Major Richard Wrona is currently an International Affairs Fellow at the Center for Strategic and International Studies, where he is focusing on the more effective, efficient, and innovative employment of private military firms in U.S. military strategy. His most recent military assignment (2007-2010) was as the strategy and policy branch chief at U.S. Africa Command. A 1994 graduate of the United States Naval Academy, Major Wrona cross-commissioned to the United States Army in order to serve as an airborne infantry officer. During his first eight years of duty, he served in the 82nd Airborne Division and the 173rd Airborne Brigade in both command and staff positions.

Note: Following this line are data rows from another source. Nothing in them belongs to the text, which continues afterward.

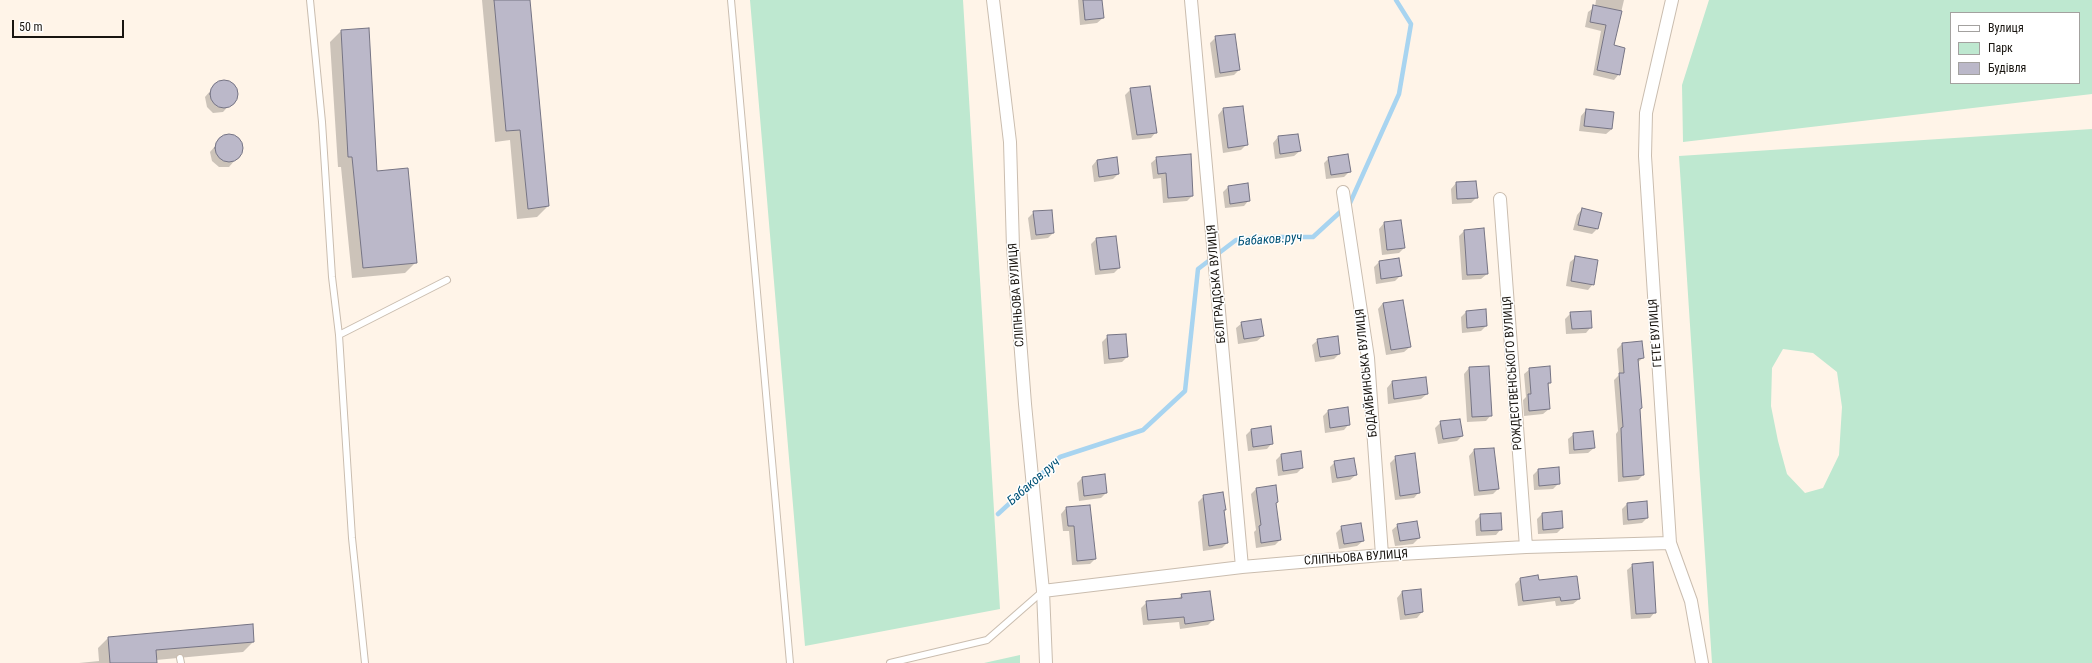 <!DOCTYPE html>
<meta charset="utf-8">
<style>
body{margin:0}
#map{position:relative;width:2092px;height:663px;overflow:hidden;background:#fff4e8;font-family:"Roboto Condensed",sans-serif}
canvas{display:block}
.legend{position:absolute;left:1950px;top:12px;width:130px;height:72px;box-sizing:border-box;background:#fff;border:1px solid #a3a19f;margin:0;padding:5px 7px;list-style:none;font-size:12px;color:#191510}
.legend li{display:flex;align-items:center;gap:8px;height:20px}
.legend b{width:20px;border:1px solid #a3a19f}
.scale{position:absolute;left:12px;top:20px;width:112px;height:18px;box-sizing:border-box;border:2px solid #191510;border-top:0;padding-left:5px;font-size:12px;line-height:14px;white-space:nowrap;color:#191510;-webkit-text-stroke:3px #fff;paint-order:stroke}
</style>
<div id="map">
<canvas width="2092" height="663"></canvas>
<ul class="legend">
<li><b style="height:5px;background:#fff"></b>Вулиця</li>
<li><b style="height:11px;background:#bee8d0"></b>Парк</li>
<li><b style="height:11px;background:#bbb8c9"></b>Будівля</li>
</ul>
<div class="scale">50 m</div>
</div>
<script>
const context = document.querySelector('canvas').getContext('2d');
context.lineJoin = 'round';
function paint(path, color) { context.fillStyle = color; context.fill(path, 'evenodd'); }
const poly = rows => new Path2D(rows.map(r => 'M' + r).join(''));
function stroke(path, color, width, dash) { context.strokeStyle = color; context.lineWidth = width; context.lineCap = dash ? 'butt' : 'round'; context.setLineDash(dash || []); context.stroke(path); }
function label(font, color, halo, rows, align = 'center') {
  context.font = font + ' "Roboto Condensed",sans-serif'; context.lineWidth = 3; context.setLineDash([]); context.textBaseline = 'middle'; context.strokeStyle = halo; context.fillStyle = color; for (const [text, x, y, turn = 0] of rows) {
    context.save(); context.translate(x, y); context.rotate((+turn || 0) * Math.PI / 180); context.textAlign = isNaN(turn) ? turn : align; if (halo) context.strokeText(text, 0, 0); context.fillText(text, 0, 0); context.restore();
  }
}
paint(poly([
 [750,0,963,0,1000,609,805,646],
 [1709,0,2092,0,2092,94,1683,142,1682,85],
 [1951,13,2079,13,2079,83,1951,83],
 [2092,129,2092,663,1712,663,1679,156],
 [1783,349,1813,353,1837,372,1842,407,1839,455,1823,488,1805,493,1787,474,1778,441,1771,406,1772,368],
 [1020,655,1020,663,984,663]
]), '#bee8d0');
paint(poly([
 [482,0,529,0,548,206,537,217,517,219,510,140,495,142],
 [1078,0,1101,0,1103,18,1097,23,1080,25],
 [1596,0,1624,0,1613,46,1619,74,1614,80,1593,75,1601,31,1585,27,1588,12,1595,7],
 [341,31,376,172,416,262,405,273,352,278,341,167,338,167,330,42],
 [1216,37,1239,70,1234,75,1215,78,1210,43],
 [224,81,230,83,236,89,236,98,223,112,213,113,207,107,205,97,218,82],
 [1131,89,1156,132,1151,138,1132,140,1125,95],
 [1223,109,1246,145,1241,150,1223,153,1218,115],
 [1586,110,1612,129,1606,134,1579,131,1581,116],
 [229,135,235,137,241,144,242,152,229,167,219,167,212,161,210,152,223,137],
 [1278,137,1300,151,1294,156,1275,159,1273,143],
 [1157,158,1192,196,1187,201,1163,203,1161,178,1153,179,1151,163],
 [1329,158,1350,171,1344,177,1326,179,1324,163],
 [1097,160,1118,174,1113,179,1094,182,1092,166],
 [1456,183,1477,197,1471,203,1452,204,1451,189],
 [1228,187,1249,200,1244,206,1225,208,1223,192],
 [1582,209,1601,214,1597,229,1592,234,1573,230,1577,215],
 [1034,212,1053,233,1048,238,1031,240,1028,218],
 [1384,223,1404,248,1399,253,1382,255,1379,229],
 [1464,231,1487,274,1481,279,1462,280,1459,236],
 [1096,239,1119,268,1114,273,1095,275,1091,244],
 [1576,257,1593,284,1588,290,1566,286,1570,262],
 [1379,262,1400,276,1395,281,1376,284,1374,267],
 [1383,303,1410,347,1404,352,1386,355,1378,309],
 [1466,312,1486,326,1481,331,1462,333,1461,317],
 [1571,313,1591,327,1586,333,1566,334,1565,319],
 [1242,323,1263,336,1257,341,1238,344,1236,328],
 [1108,336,1127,357,1122,362,1104,364,1102,342],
 [1318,340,1339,354,1334,359,1315,362,1312,345],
 [1622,344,1643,358,1637,363,1641,408,1639,410,1643,475,1638,480,1618,482,1616,434,1618,431,1614,380,1619,375,1617,349],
 [1488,367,1491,415,1486,421,1467,422,1464,374,1469,368],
 [1530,369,1550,383,1547,386,1549,409,1543,414,1524,416,1523,400,1526,397,1524,374],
 [1425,378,1427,394,1421,399,1388,404,1387,388,1392,382],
 [1328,411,1349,424,1344,430,1325,433,1323,416],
 [1441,422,1462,436,1457,441,1438,444,1435,428],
 [1251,430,1272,443,1267,449,1248,451,1246,435],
 [1574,434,1594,448,1588,453,1569,454,1568,439],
 [1474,450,1498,489,1493,494,1474,496,1469,456],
 [1281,455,1302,468,1297,473,1278,476,1276,460],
 [1396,457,1419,492,1414,498,1395,500,1390,463],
 [1335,462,1356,475,1350,480,1332,483,1330,467],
 [1539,469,1559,483,1553,489,1534,490,1533,475],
 [1082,478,1106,493,1101,498,1079,501,1077,483],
 [1275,486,1275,504,1280,540,1275,545,1256,548,1254,532,1256,530,1251,494,1256,489],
 [1204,496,1225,510,1223,511,1227,543,1222,548,1203,551,1198,502],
 [1646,502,1647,518,1642,523,1623,525,1622,509,1627,504],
 [1066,508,1095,559,1090,564,1072,565,1069,531,1063,531,1061,514],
 [1561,512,1562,528,1557,533,1538,534,1537,519,1542,514],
 [1481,515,1501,529,1496,535,1476,536,1475,521],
 [1398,525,1419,538,1413,544,1395,546,1392,530],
 [1342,527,1363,541,1357,546,1339,549,1336,533],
 [1633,565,1655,612,1650,618,1631,619,1627,570],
 [1520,579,1538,581,1579,599,1573,604,1556,606,1555,601,1518,606,1515,584],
 [1420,590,1422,612,1417,618,1400,620,1397,598,1402,592],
 [1182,595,1213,620,1208,625,1180,629,1179,622,1143,625,1141,608,1147,602,1178,599],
 [108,638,253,642,243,652,156,660,156,663,79,663,99,661,98,648]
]), '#0003');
stroke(poly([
 [998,514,1060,457,1143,430,1185,391,1198,269,1236,240,1273,237,1313,237,1350,203,1399,94,1411,24,1396,0]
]), '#a8d4f0', 4.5);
const building = poly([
 [494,0,530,0,549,206,528,209,520,130,506,131,494,0],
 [1083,0,1102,0,1104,18,1085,20,1083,0],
 [1593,5,1622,11,1614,45,1625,48,1620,75,1597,70,1606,25,1590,22,1593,5],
 [369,28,377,171,408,168,417,263,363,268,352,157,348,157,341,30,369,28],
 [1235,34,1240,70,1220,73,1215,36,1235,34],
 '210 94a14 14 0 1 1 28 0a14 14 0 1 1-28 0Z',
 [1150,86,1157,133,1137,135,1130,88,1150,86],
 [1243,106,1248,145,1228,148,1223,108,1243,106],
 [1586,109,1614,112,1612,129,1584,126,1586,109],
 '215 148a14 14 0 1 1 28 0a14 14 0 1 1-28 0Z',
 [1298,134,1301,151,1280,154,1278,136,1298,134],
 [1191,154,1193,196,1168,198,1166,173,1158,174,1156,157,1191,154],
 [1348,154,1351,172,1331,175,1328,157,1348,154],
 [1117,157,1119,174,1099,177,1097,160,1117,157],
 [1476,181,1478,198,1457,199,1456,182,1476,181],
 [1248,183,1250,201,1230,204,1228,186,1248,183],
 [1582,208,1602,213,1598,229,1578,225,1582,208],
 [1052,210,1054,233,1036,235,1033,211,1052,210],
 [1401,220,1405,248,1387,250,1384,222,1401,220],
 [1484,228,1488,274,1467,275,1464,230,1484,228],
 [1116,236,1120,268,1100,270,1096,238,1116,236],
 [1575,256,1598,260,1594,285,1571,281,1575,256],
 [1399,258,1402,276,1381,279,1379,261,1399,258],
 [1403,300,1411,347,1391,350,1383,303,1403,300],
 [1486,309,1487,326,1467,328,1466,311,1486,309],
 [1591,311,1592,328,1572,329,1570,312,1591,311],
 [1261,319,1264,336,1244,339,1241,322,1261,319],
 [1126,334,1128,357,1109,359,1107,335,1126,334],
 [1338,336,1340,354,1320,357,1317,339,1338,336],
 [1642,341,1644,358,1638,359,1642,408,1640,409,1644,475,1623,477,1621,428,1623,427,1619,373,1624,373,1622,343,1642,341],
 [1489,366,1492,416,1472,417,1469,367,1489,366],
 [1550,366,1551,383,1548,383,1550,409,1529,411,1528,394,1531,394,1529,368,1550,366],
 [1426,377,1428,394,1394,399,1392,381,1426,377],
 [1348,407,1350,425,1330,428,1328,410,1348,407],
 [1460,419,1463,436,1443,439,1440,421,1460,419],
 [1271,426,1273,444,1253,447,1251,429,1271,426],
 [1593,431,1595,448,1574,450,1573,433,1593,431],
 [1494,448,1499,489,1479,491,1474,449,1494,448],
 [1301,451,1303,468,1283,471,1281,454,1301,451],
 [1415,453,1420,493,1400,496,1395,456,1415,453],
 [1354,458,1357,475,1337,478,1334,461,1354,458],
 [1559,467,1560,484,1539,486,1538,469,1559,467],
 [1105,474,1107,493,1084,496,1082,477,1105,474],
 [1276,485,1278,502,1276,503,1281,540,1261,543,1259,526,1261,525,1256,488,1276,485],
 [1223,492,1226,510,1224,510,1228,543,1209,546,1203,495,1223,492],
 [1647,501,1648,518,1628,520,1627,503,1647,501],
 [1090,505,1096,559,1077,561,1074,526,1068,526,1066,507,1090,505],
 [1562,511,1563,528,1543,530,1542,513,1562,511],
 [1501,513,1502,530,1481,531,1480,514,1501,513],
 [1417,521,1420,538,1400,541,1397,524,1417,521],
 [1361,523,1364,541,1344,544,1341,526,1361,523],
 [1653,562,1656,613,1636,614,1632,564,1653,562],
 [1538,575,1539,580,1577,576,1580,599,1561,601,1560,597,1523,601,1520,578,1538,575],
 [1421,589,1423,612,1405,615,1402,591,1421,589],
 [1210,591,1214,620,1185,624,1184,617,1148,620,1146,601,1182,598,1181,594,1210,591],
 [253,624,254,642,156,650,157,663,110,663,108,637,253,624]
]);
paint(building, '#bbb8c9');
stroke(building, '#767484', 1);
const service = poly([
 [310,0,322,122,332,277,339,335],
 [731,0,790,663],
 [180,658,181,663],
 [365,663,352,538,339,335,447,280],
 [890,663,987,640,1043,591]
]);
const minor = poly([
 [993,0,1010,142,1013,248,1025,404,1043,591,1046,663],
 [1191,0,1242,567],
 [1672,0,1646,113,1645,156,1670,543,1691,601,1702,663],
 [1343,192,1368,358,1382,555],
 [1500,199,1526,547],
 [1043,591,1242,567,1382,555,1526,547,1670,543]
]);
stroke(service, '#cabdaf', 8);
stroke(minor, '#cabdaf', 14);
stroke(service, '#fff', 6);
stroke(minor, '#fff', 12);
label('12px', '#191510', '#fff', [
 ["БЄЛГРАДСЬКА ВУЛИЦЯ",1217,284,-95],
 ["СЛІПНЬОВА ВУЛИЦЯ",1017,295,-94],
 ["ГЕТЕ ВУЛИЦЯ",1656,333,-94],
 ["БОДАЙБИНСЬКА ВУЛИЦЯ",1367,373,-96],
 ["РОЖДЕСТВЕНСЬКОГО ВУЛИЦЯ",1513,373,-94],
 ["СЛІПНЬОВА ВУЛИЦЯ",1356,558,-4]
]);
label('italic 13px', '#005276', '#fff', [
 ["Бабаков.руч",1270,240,-4],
 ["Бабаков.руч",1034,482,-41]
]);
</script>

In 2002, he relinquished company command and began graduate studies at the School of Advanced International Studies (SAIS), Johns Hopkins University. Upon graduation from SAIS in 2004, Major Wrona was reassigned to the U.S. Military Academy, where he taught courses in international relations, comparative politics, and international security studies, and acted as a special lecturer in the Academy's terrorism studies courses. Until 2007, Major Wrona served as a national commentator on Hizballah and provided instruction to the FBI's Joint Terrorism Task Forces concerning the same organization.
He is a former term member of the Council on Foreign Relations and a former associate of the Combating Terrorism Center at the United States Military Academy. His publications include articles concerning American civil-military relations and book chapters about Lebanon's Hizballah, and he frequently posts opinions at www.solittlepains.blogspot.com.